Я вступаю в отрочество, не ведая, что такое оргазм: я бы хотел кончить, но не знал, что для этого нужно делать. Мне об этом не говорили. Я завидую приятелям, которые хвастаются на уроках английского, что порвали уже множество банных рукавичек. Я боюсь оставить пятно (мать с большим подозрением осматривает мое белье). К тому же отец сказал, что мастурбировать нехорошо, от этого можно сильно ослабеть и, если злоупотреблять, даже потерять рассудок. К тому же я путаю, что значит возбуждаться и дрочить, я думаю, что оба слова говорят об одном и том же. Я собираюсь купить у одного кинопрокатчика два комплекта фотографий сцен из только что вышедшего «Сатирикона». Среди них фотография еще не созревшего, совершенно голого Хирама Келлера: его грудь пересекает узкий черный ремешок, на котором за спиной крепится колчан, а член прикрыт золотой раковиной. Он держит за руку женщину в набедренной повязке и с тиарой на голове. Эта картинка неудержимо заставляет меня возбуждаться, и часто, когда я возвращаюсь из школы, запыхавшись, я медленно достаю ее из конверта, потом извлекаю встающий член из ширинки и кладу его прямо на фотографию. Член закрывает весь узкий снимок, который заставляет его подниматься и над которым он теперь возвышается (он едва больше моих оловянных солдатиков). И так я стою над фотографией — долго, неподвижно, возбуждаясь и ничего не делая, словно загипнотизированный, до тех пор, пока не начну уставать, пока не почувствую голод или пока не услышу шум чьих-то шагов.

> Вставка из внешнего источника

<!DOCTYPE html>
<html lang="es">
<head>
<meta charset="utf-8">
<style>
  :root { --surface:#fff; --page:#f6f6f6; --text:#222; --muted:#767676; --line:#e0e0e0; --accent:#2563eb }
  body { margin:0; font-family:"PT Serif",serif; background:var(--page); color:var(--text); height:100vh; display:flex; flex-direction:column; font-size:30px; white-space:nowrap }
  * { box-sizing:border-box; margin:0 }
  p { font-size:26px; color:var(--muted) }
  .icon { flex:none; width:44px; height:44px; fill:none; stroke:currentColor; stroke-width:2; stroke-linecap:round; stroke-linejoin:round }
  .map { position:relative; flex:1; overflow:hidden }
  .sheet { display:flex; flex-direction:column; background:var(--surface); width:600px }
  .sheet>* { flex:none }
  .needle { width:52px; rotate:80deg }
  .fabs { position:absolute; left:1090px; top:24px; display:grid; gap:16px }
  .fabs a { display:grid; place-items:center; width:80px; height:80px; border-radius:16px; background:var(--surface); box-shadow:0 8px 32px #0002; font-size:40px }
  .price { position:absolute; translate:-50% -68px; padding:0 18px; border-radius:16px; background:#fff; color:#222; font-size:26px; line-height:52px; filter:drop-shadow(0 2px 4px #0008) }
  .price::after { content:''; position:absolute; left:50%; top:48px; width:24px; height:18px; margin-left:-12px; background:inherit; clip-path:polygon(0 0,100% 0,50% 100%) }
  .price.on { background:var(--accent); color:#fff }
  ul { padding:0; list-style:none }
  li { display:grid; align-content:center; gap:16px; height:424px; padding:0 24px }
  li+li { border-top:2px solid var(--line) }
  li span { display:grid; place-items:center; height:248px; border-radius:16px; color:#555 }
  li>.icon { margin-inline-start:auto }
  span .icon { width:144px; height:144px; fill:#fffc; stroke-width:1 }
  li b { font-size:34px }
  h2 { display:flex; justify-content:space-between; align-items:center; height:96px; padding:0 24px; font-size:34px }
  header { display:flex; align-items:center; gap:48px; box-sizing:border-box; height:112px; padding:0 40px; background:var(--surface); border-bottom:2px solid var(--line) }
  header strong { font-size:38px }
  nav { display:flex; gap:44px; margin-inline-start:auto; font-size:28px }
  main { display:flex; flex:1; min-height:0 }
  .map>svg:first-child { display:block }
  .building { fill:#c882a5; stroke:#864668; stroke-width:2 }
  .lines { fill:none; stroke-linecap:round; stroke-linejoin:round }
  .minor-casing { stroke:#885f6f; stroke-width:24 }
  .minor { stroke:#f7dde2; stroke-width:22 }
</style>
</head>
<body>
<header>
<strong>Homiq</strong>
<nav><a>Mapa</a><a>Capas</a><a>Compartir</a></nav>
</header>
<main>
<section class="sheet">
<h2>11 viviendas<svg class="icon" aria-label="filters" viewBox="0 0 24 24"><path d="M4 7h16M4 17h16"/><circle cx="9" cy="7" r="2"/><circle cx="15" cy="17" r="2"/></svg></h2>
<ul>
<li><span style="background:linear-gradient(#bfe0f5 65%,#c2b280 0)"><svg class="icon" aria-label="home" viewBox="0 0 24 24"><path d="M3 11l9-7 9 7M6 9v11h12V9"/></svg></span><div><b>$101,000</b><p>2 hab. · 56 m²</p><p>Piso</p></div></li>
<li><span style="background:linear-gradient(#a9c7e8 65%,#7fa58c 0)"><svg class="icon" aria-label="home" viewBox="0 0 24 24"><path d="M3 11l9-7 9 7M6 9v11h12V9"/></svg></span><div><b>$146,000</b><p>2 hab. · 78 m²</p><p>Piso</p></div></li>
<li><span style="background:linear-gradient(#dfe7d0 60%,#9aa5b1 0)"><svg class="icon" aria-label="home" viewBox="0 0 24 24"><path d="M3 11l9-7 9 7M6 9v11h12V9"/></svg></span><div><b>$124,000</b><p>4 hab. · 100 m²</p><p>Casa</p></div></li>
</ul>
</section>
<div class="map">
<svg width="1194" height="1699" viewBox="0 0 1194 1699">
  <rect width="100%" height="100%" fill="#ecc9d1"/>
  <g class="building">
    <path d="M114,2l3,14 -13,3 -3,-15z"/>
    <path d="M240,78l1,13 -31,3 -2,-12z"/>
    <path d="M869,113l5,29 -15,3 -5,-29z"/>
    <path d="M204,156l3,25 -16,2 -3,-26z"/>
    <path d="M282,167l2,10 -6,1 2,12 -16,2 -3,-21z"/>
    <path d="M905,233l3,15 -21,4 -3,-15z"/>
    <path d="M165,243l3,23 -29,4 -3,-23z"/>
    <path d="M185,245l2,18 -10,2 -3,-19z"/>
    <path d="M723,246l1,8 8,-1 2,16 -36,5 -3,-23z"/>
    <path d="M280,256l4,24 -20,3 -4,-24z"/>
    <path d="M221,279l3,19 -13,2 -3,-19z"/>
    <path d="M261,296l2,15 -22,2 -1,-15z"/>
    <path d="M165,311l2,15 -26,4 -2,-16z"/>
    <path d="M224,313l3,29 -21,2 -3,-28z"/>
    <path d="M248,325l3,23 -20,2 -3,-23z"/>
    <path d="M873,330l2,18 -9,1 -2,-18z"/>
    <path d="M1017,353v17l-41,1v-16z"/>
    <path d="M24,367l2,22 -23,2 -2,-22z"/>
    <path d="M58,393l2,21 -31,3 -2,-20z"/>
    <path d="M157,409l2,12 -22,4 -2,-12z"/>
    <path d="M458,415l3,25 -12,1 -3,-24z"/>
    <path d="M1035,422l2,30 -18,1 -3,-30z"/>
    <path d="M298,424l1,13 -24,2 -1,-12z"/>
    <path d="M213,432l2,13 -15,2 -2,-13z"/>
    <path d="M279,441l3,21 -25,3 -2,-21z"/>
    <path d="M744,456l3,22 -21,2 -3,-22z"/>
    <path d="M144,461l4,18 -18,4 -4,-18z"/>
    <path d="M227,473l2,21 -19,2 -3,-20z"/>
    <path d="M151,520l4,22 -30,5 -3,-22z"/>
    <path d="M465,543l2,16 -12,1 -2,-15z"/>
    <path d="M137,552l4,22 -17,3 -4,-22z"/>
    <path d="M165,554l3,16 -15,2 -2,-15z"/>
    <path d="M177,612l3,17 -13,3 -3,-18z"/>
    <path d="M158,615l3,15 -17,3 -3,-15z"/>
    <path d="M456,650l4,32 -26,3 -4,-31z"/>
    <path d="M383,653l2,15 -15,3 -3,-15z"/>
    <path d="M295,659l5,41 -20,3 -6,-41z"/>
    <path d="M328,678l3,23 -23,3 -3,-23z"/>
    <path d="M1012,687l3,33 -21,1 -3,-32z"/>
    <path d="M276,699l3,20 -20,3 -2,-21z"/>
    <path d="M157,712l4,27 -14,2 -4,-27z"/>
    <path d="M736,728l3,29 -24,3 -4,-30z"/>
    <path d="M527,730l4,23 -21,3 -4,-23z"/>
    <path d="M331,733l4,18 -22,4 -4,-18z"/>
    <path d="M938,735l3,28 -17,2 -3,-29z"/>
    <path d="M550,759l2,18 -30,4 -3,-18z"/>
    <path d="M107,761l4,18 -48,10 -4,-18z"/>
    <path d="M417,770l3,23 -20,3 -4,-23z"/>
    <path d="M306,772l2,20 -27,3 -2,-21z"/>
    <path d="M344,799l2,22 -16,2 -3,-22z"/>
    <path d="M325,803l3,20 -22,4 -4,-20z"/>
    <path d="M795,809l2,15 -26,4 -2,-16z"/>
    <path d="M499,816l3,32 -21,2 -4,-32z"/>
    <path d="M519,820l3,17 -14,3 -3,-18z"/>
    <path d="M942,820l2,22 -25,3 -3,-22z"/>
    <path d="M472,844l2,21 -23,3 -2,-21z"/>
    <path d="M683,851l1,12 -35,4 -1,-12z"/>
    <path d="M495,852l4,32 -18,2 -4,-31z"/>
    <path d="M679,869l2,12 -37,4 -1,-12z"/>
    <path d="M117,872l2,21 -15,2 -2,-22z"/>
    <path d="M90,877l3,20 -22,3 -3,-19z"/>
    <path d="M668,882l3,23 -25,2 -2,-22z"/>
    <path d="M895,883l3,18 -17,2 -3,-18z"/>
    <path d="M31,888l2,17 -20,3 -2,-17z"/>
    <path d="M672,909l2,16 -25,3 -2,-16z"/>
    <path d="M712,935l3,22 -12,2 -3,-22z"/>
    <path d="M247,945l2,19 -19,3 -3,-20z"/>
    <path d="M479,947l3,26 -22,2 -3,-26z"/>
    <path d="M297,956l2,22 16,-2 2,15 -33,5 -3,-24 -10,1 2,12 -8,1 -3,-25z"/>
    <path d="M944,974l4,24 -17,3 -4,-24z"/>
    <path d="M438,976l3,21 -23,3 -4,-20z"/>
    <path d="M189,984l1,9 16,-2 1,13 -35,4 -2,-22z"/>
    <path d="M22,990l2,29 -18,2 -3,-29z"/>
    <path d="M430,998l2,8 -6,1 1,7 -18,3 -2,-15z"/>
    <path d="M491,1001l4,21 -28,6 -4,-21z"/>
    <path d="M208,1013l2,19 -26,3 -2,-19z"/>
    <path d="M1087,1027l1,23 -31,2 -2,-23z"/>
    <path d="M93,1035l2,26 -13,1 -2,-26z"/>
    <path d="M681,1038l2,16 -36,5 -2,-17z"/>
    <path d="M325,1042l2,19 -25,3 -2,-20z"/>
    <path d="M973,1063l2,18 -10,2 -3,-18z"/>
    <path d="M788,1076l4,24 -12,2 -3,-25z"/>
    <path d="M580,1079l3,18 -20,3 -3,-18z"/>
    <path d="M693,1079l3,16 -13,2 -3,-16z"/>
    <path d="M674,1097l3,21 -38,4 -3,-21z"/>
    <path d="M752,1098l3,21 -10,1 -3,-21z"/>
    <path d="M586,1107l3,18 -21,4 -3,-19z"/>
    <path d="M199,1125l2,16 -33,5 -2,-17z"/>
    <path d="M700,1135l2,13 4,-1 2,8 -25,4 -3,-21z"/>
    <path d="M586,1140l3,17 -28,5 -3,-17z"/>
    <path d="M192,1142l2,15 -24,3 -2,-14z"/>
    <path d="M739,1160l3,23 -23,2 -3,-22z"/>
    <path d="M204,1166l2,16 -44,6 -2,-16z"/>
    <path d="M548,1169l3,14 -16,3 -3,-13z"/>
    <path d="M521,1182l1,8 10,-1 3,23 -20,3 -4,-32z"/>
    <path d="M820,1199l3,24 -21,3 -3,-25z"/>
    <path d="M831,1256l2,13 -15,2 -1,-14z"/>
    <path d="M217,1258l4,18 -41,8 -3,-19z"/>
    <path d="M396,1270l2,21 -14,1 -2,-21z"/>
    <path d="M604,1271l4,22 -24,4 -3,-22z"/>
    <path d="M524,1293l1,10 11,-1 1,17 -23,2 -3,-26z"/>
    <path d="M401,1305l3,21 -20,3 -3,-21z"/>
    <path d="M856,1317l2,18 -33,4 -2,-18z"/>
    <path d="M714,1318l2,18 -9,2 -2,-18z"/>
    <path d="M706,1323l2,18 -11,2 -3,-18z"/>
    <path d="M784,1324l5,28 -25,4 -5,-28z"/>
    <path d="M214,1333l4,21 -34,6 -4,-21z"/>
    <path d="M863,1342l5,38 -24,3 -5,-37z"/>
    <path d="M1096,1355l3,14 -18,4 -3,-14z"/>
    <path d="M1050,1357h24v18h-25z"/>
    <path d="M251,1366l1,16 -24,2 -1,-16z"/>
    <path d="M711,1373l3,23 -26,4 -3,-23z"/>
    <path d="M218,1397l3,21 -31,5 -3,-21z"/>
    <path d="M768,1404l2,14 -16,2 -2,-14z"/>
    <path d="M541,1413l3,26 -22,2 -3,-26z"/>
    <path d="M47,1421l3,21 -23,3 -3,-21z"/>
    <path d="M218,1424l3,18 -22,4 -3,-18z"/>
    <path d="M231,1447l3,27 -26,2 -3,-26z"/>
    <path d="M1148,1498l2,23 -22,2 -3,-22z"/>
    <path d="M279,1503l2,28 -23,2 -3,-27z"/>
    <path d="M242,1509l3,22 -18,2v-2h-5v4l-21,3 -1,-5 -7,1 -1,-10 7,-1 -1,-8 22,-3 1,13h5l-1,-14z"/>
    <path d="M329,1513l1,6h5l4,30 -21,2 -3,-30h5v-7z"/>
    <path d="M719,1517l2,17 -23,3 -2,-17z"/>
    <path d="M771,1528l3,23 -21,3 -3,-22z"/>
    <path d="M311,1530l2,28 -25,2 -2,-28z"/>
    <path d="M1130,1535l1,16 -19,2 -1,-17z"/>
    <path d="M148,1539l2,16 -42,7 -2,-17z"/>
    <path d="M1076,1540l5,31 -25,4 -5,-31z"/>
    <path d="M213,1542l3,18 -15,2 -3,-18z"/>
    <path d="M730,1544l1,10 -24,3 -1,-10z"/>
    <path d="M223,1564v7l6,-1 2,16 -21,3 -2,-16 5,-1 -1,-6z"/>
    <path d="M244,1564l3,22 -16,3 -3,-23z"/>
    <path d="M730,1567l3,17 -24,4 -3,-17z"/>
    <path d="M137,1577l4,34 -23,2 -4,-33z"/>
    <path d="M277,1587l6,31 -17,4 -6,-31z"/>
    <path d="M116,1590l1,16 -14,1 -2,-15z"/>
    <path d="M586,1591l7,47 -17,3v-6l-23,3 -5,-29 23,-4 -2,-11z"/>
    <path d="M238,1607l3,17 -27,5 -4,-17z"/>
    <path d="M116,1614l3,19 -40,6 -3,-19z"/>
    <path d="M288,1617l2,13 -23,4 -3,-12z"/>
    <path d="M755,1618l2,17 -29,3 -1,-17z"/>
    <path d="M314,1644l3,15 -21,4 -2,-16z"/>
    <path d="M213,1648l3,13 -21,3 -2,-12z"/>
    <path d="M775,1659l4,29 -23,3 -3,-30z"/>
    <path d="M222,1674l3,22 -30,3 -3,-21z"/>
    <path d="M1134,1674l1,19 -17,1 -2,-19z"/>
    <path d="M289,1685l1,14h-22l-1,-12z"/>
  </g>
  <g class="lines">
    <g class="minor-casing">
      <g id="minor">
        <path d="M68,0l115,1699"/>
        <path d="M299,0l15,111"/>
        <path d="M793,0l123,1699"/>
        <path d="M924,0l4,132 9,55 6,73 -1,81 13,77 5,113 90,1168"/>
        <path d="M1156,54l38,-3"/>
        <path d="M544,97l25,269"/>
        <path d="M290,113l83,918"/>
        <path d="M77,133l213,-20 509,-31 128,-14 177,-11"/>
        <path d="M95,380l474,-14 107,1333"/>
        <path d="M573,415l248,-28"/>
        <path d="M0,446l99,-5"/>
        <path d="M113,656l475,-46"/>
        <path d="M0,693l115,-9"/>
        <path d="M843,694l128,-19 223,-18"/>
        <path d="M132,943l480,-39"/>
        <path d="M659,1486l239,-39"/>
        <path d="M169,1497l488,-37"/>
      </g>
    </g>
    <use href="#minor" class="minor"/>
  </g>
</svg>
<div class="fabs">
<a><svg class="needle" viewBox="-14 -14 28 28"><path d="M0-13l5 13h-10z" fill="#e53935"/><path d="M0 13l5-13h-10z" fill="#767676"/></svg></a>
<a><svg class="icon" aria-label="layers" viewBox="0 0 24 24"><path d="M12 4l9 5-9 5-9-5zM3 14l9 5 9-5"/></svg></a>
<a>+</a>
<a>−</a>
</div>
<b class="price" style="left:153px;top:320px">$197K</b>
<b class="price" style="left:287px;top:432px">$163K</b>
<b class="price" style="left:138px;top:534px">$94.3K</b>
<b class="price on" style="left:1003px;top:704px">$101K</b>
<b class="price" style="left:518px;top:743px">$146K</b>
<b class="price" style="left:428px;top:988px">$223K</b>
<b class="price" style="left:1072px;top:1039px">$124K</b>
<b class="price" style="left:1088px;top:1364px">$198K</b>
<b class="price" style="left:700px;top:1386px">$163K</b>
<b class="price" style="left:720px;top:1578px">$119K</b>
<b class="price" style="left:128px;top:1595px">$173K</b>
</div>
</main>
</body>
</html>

ФОТО НА ПАМЯТЬ (Восточный Берлин)

Н. отдал мне свою фотографию, и, конечно же, я не узнаю его на снимке, я вижу там лишь более симпатичного и более раскованного мальчика, но не нахожу ничего, что меня в нем очаровало: такой нежной улыбки, застенчивого выражения лица, когда он смеется. На обратной стороне карточки написан его адрес. Я напрасно стараюсь рассмотреть лицо, мне не удается сопоставить его с тем лицом, которое я знал, восстановить его, и я прекрасно понимаю, что настоящее лицо совершенно исчезнет из моей памяти, изгнанное ощутимым доказательством снимка, но скоро этот снимок уже ничего мне не скажет, мне останется лишь его выбросить или сохранить, как томное воспоминание об иллюзорном стремлении…

ПРИМЕР СЕМЕЙНОГО СНИМКА

Семейные фотографии хранятся в коробках из-под обуви, они свалены в беспорядке в коробках из-под перчаток, в старых коробках рождественского шоколада. Их редко достают, их можно брать пригоршнями, пачками, как что-то, в конечном счете, безразличное, что не страшно и не так волнительно взять в руки (как что-то, что хорошо выглядит и что приятно слегка покритиковать). Это такие фотографии, которые очень быстро желтеют и рвутся по краям, стоит только оставить их на свету (через какое-то время свет мстит за то, что дал себя заточить: он восстанавливает свою власть) или же слишком часто брать в руки. Поэтому семейные фотографии остаются там, в картонных гробиках, и о них можно забыть; они, словно воткнутые в землю кресты, навевают меланхоличное удовольствие. Стоит открыть картонку, как сразу же в глаза бросается смерть, бросается жизнь, и обе, свившиеся и переплетенные, накладываются и прячут друг друга.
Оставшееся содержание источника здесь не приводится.